Some of the students applied for revaluation and paid the necessary fee. It is at that stage that the petitioners came to know that the revaluation system was abruptly discontinued by the University. The contentions of the petitioners are as follows: - -
(i) that abolition of revaluation violated Art. 14 of the Constitution, inasmuch as, the revaluation system has been continuing in all other Faculties of Allahabad University;
(ii) that the abolition of revaluation violated principles of natural justice, as no opportunity of being heard was given to the petitioners;
(iii) that the abolition is irrational and inexpedient, as the system of revaluation proved to be very useful and efficacious and
(iv) that the Executive Council travelled beyond its jurisdiction in having abolished the revaluation system, as the draft proposed by the Academic council, recommending the abolition of revaluation from the examination of 1983, was amended without its approval in violation of sub -s. (4) of S. 52 of the Uttar Pradesh Universities Act, 1973 (for short the Act 1973).
We have heard Sri G.N. Varma, learned counsel for the petitioners and Sri S.P. Gupta, for the opposite party No. 1 at length. We do not agree with Sri Varma that the discontinuation of the revaluation scheme infringed Art. 14 of the Constitution of India in any way. The Engineering Faculty like other Faculties of the Allahabad University is a class by itself and the petitioners cannot successfully urge violation of Art. 14 on the ground that the system of revaluation was extinguished only in the Engineering Faculty and not in other Faculties. The petitioners could have pleaded violation of Art. 14 only when there was discrimination amongst the students of B.E. and M.E. Engineering Faculty inter se. The scheme having been abolished from the Engineering Faculty itself, there is no violation of Art. 14.
(2.) Then the question is whether the impugned order dated 17 -8 -1984 and the resolution, passed by the Executive council, deleting the Ordinance providing for revaluation of scripts can be challenged on the ground that before abolishing the revaluation no opportunity was given to the petitioners of being heard and that the system which was very useful and rational was done away with without any rhyme and reason.
(3.) Sri Gupta submitted that denial of right to ask for revaluation to examinees, who were dissatisfied with the results did not visit them with adverse civil consequences and, therefore, there was no violation of principles of natural justice. It was also argued by him that a question whether the provision for revaluation should be retained or discontinued, related to the matter of policy and no right was wasted with the students of Engineering Faculty to force the Faculty to retain the provision for revaluation. We agree with the submissions of Sri Gupta. The Executive Council of the University is the Chief Executive cum legislative body. An Ordinance was made by the Executive Council for having introduced revaluation system. The said Ordinance providing for revaluation has been repealed by another Ordinance. There is no duty of the Legislative Body, which the Executive council is, to observe the principles of natural justice.
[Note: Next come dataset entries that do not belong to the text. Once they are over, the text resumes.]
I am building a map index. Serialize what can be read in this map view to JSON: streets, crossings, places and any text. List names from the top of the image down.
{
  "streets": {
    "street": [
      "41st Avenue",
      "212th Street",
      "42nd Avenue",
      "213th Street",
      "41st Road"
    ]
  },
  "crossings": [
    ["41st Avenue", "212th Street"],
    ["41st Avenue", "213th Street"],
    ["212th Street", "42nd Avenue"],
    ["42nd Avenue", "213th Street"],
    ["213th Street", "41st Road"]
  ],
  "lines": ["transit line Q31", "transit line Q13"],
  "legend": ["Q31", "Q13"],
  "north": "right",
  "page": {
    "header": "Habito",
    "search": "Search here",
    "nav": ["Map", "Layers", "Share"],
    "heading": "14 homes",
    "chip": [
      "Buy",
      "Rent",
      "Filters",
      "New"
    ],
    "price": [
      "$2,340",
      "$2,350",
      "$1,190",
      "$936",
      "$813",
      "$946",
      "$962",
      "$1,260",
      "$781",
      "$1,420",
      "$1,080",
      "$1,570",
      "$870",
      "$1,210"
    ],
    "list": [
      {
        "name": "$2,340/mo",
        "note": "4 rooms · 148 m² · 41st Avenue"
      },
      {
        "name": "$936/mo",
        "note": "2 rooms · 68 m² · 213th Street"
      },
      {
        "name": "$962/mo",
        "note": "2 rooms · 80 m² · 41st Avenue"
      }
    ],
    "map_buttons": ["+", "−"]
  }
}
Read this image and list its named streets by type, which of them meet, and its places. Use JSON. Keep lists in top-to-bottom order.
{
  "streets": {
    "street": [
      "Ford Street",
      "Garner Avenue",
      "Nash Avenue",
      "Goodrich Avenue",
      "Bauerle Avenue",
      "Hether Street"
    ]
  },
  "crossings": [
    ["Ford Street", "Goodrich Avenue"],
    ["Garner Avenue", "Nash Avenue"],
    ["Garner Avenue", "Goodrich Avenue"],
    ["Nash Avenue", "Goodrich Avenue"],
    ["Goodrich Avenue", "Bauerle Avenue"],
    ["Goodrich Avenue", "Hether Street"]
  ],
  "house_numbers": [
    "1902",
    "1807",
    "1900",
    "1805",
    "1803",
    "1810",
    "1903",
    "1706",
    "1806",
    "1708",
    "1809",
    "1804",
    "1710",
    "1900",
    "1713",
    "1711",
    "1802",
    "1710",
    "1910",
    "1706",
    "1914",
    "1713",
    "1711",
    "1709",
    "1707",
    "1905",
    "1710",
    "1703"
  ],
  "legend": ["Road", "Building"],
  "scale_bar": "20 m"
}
Moreover, it is a matter of policy whether a given system relating to conduct of examinations is to be retained or abolished and the petitioners cannot compel the Executive council to retain the provision for revaluation, howsoever useful, beneficial or efficacious it may be.
We are fortified in taking this view by a decision of the Supreme Court in Maharashtra State Board of Secondary and Higher Secondary Education v/s. Paritosh Bhupesh Kurmarsheth : AIR 1984 SC 1543. In the said case the petitioners challenged cls. (1) and (3) of Regn. 104 of the Maharashtra Secondary and Higher Secondary Education Boards Regulations 1977 on the ground that the impugned clauses were violative of the principles of natural justice. Clause (1) of the Regn. 104 entitled a candidate who appeared at the Higher Secondary Certificate Examination, to apply for verification of marks in any particular subject. The clause created a rider that the verification would be restricted to checking whether all the answers have been examined and that there has been no mistake in totalling of marks for each question in the said subject and that no revaluation of answer books or supplements shall be done. Clause (3) disentitled a candidate from claiming revaluation or disclosure or inspection of the answer books. The High Court rejected the contention of the petitioners that the cls. (1) and (3) were invalid on the ground that the principles of natural justice were violated. The Supreme Court approving this view of the High Court said (Para 12):
"In our opinion, the High Court was perfectly right in taking this view and in holding that Process of evaluation of answer papers or of subsequent verification of marks" under cl. (3) of regn. 104 does not attract the principles of natural justice since no decision making process which brings about adverse evil consequences to the examinees is involved. The principles of natural justice cannot be extended beyond reasonable and rational limits and cannot be carried to such absurd lengths as to make it necessary that candidates who have taken a public examination should be allowed to participate in the process of evaluation of their performances or to verify the correctness of the evaluation made by the examiners by themselves conducting an inspection of the answer books and determining whether there has been a proper and fair valuation of the answers by the examiners."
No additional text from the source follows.